The Advisory Groups had, in general,
the following terms of reference:
(i) To study present status of applicability
and relevance and compliance of relevant
standards and codes,
(ii) To review the feasibility of compliance
and the time frame over which this could be
achieved given the prevailing legal and
institutional practices,
(iii) To compare the levels of adherence in
India vis-a-vis in industrialised and also
emerging economies particularly to
understand Indias position and prioritise
actions on some of the more important codes
and standards, and
(iv) To chalk out a course of action for
achieving the best practices.
Standards set by ASB:
Recognising the need to harmonies the
diverse accounting policies and practice in
India and keeping in view the international
development in the field of accounting, the
Institute of Chartered Accountants of India
constituted the Accounting Standards Board
(ASB) in April 1977.
The ASB is entrusted with the
following functions:
(1) To formulate accounting standards which
may be established by the Council of ICAI in
India. While formulating standards, the ASB
is required to take into consideration the
applicable laws, customs and usages and
business environment; it is also required to
give due consideration to International
Accounting Standards issued by IASC and to
integrate them, to the extent possible, in the
light of the conditions and practices
prevailing in India.
(2) To propagate the Accounting Standards
and persuade the concerned parties to adopt
them in the preparation and presentation of
financial statements.
(3) To issue guidance notes on the
Accounting Standards and give clarifications
on issues arising therefrom.
(4) To review the Accounting Standards at
periodical intervals.
The date from which a particular standard
will come to effect, as well as the class of
enterprises to which it will apply, will also be
specified by the Institute. Unless otherwise
stated, no standard will have retrospective
application.
Normally before formulating the standards,
ASB will hold discussions with the
representatives of the Government, Public
Sector Undertakings, Industry and other
organisations, for ascertaining their views.

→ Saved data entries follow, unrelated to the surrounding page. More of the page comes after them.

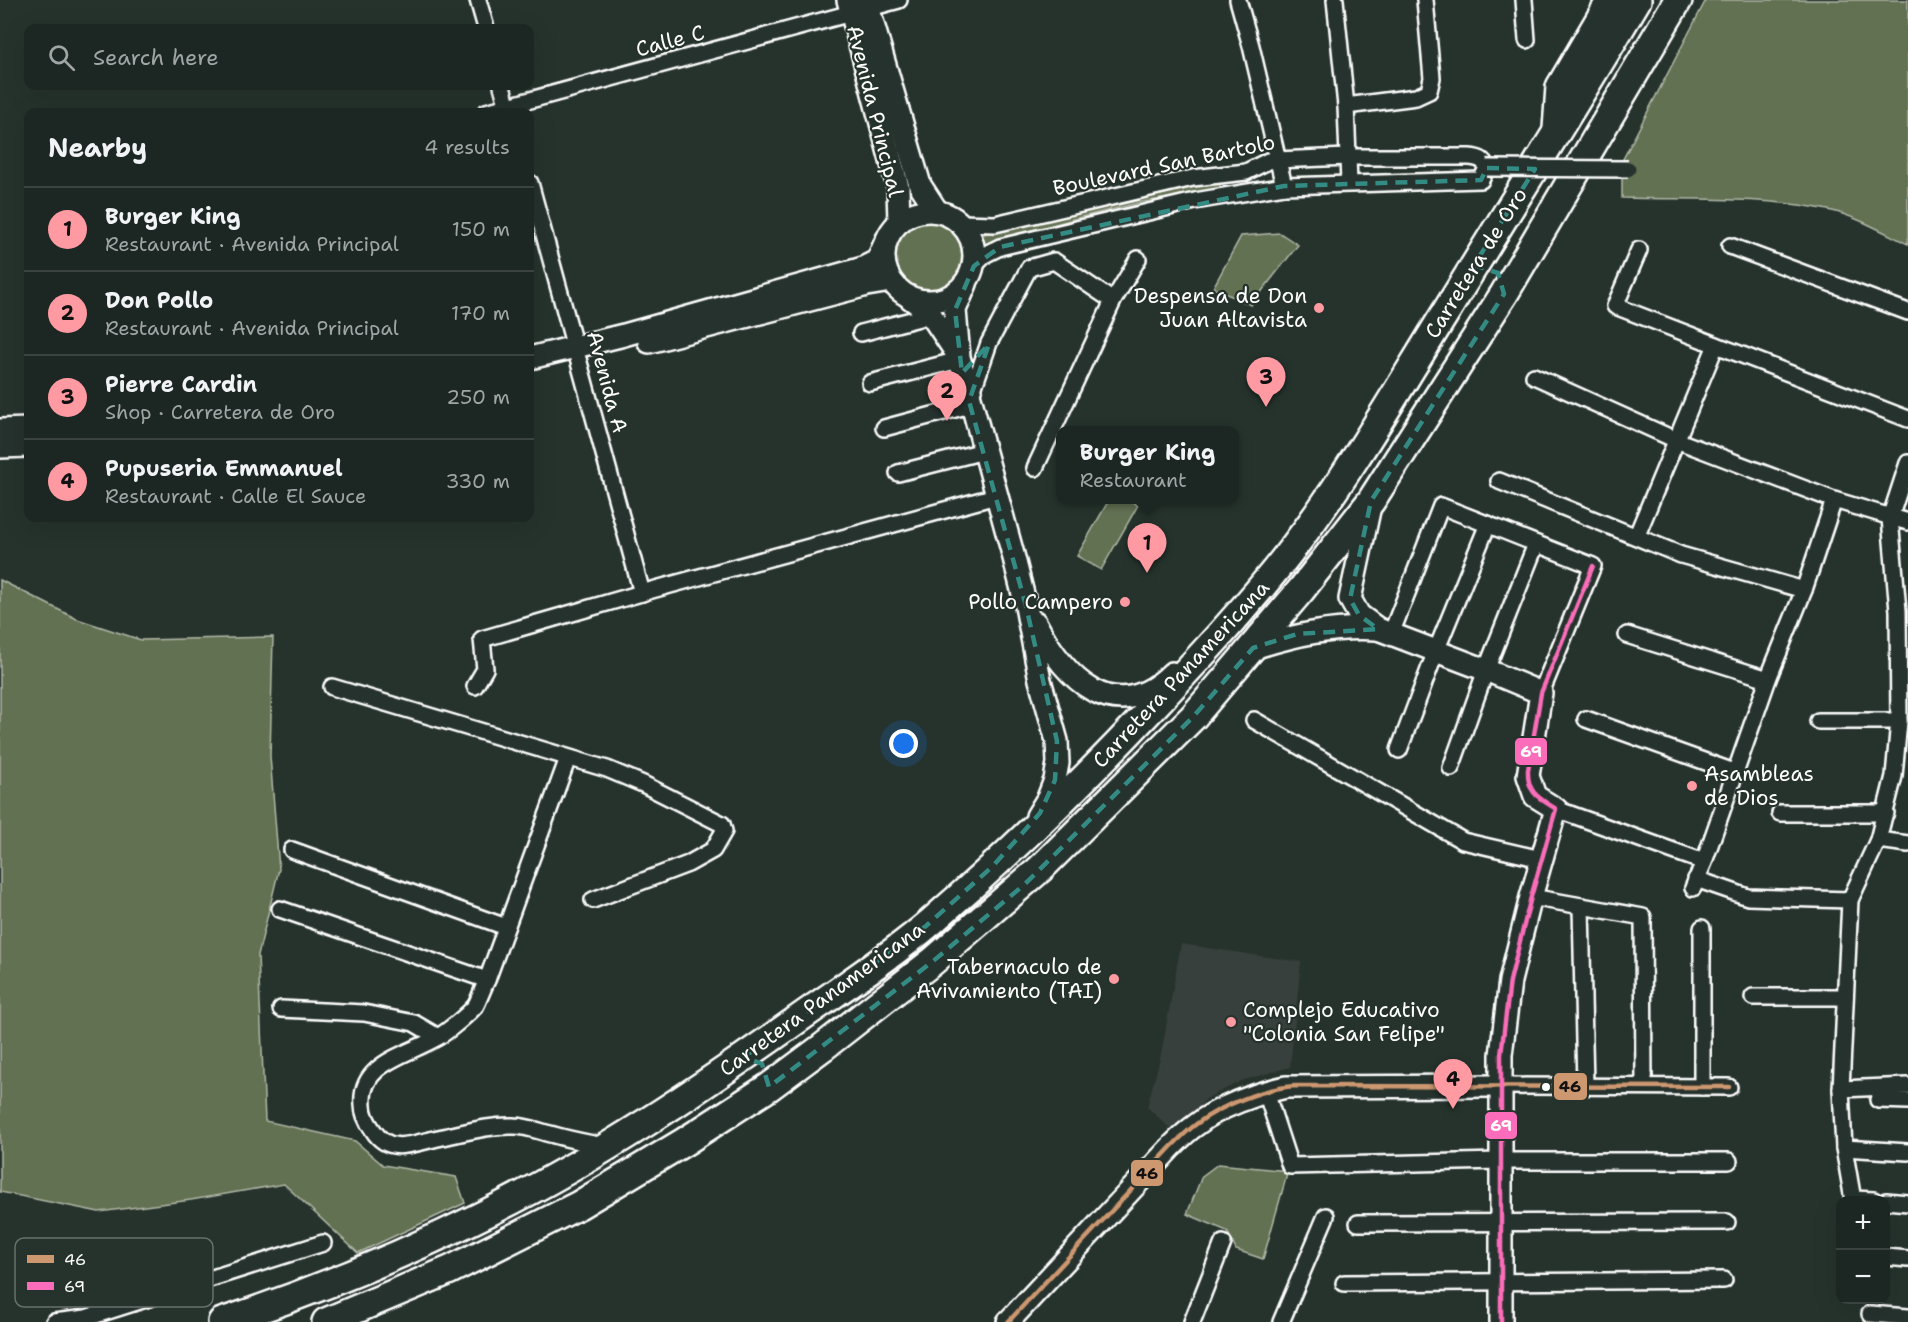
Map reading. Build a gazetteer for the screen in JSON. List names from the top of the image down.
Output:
{
  "streets": {
    "highway": ["Carretera de Oro", "Carretera Panamericana"],
    "main road": ["Avenida Principal"],
    "street": ["Calle C", "Boulevard San Bartolo", "Avenida A"]
  },
  "crossings": [
    ["Calle C", "Avenida Principal"],
    ["Avenida Principal", "Boulevard San Bartolo"],
    ["Carretera de Oro", "Carretera Panamericana"]
  ],
  "places": [
    "Despensa de Don Juan Altavista",
    "Pollo Campero",
    "Asambleas de Dios",
    "Tabernaculo de Avivamiento (TAI)",
    "Complejo Educativo \"Colonia San Felipe\""
  ],
  "lines": ["transit line 69", "transit line 46"],
  "legend": ["46", "69"],
  "page": {
    "search": "Search here",
    "heading": ["Nearby", "4 results"],
    "list": [
      {
        "mark": "1",
        "name": "Burger King",
        "note": "Restaurant · Avenida Principal",
        "value": "150 m"
      },
      {
        "mark": "2",
        "name": "Don Pollo",
        "note": "Restaurant · Avenida Principal",
        "value": "170 m"
      },
      {
        "mark": "3",
        "name": "Pierre Cardin",
        "note": "Shop · Carretera de Oro",
        "value": "250 m"
      },
      {
        "mark": "4",
        "name": "Pupuseria Emmanuel",
        "note": "Restaurant · Calle El Sauce",
        "value": "330 m"
      }
    ],
    "pins": [
      "3",
      "2",
      "1",
      "4"
    ],
    "popup": ["Burger King", "Restaurant"],
    "map_buttons": ["+", "−"]
  }
}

An exposure draft of the proposed standard
will be prepared and issued for comments by
members of the Institute and the public at
large. After considering the comments
received, the draft of the proposed standard
will be finalised by ASB and submitted to the
Council which will study it, modify it if
necessary and issue it under its own
authority.
Existing Procedure for Setting
Standards:
1. The existing procedure for
formulating and issuing accounting
standard followed by the Accounting
Standards Board of the ICAI is as
follows:
i. ASB determines the broad areas in which
Accounting Standards need to be formulated
and the priority with regard to issuance
thereof.
ii. In the preparation of Accounting
Standard, ASB is assisted by Study Groups
constituted to consider specific subjects. In
the formation of Study Groups, provision is
made for wide participation by the members
of the Institute and others.
iii. The Board considers the draft as
submitted by the study group and finalizes
the same for issue to all members of the
Council of the ICAI as well as to the bodies
listed below for their comments.
Associated Chambers of Commerce and
Industry, Federation of Indian Chambers of
Commerce and Industry, Institute of Cost
and Works Accountants of India, Standing
Conference of Public Enterprises, Institute of
Company Secretaries of India, Central Board
of Direct Taxes, Department of Company
Affairs, Comptroller and Auditor General of
India, Reserve Bank of India, Indian Banks
Association, Securities and Exchange Board
of India, Confederation of Indian industries.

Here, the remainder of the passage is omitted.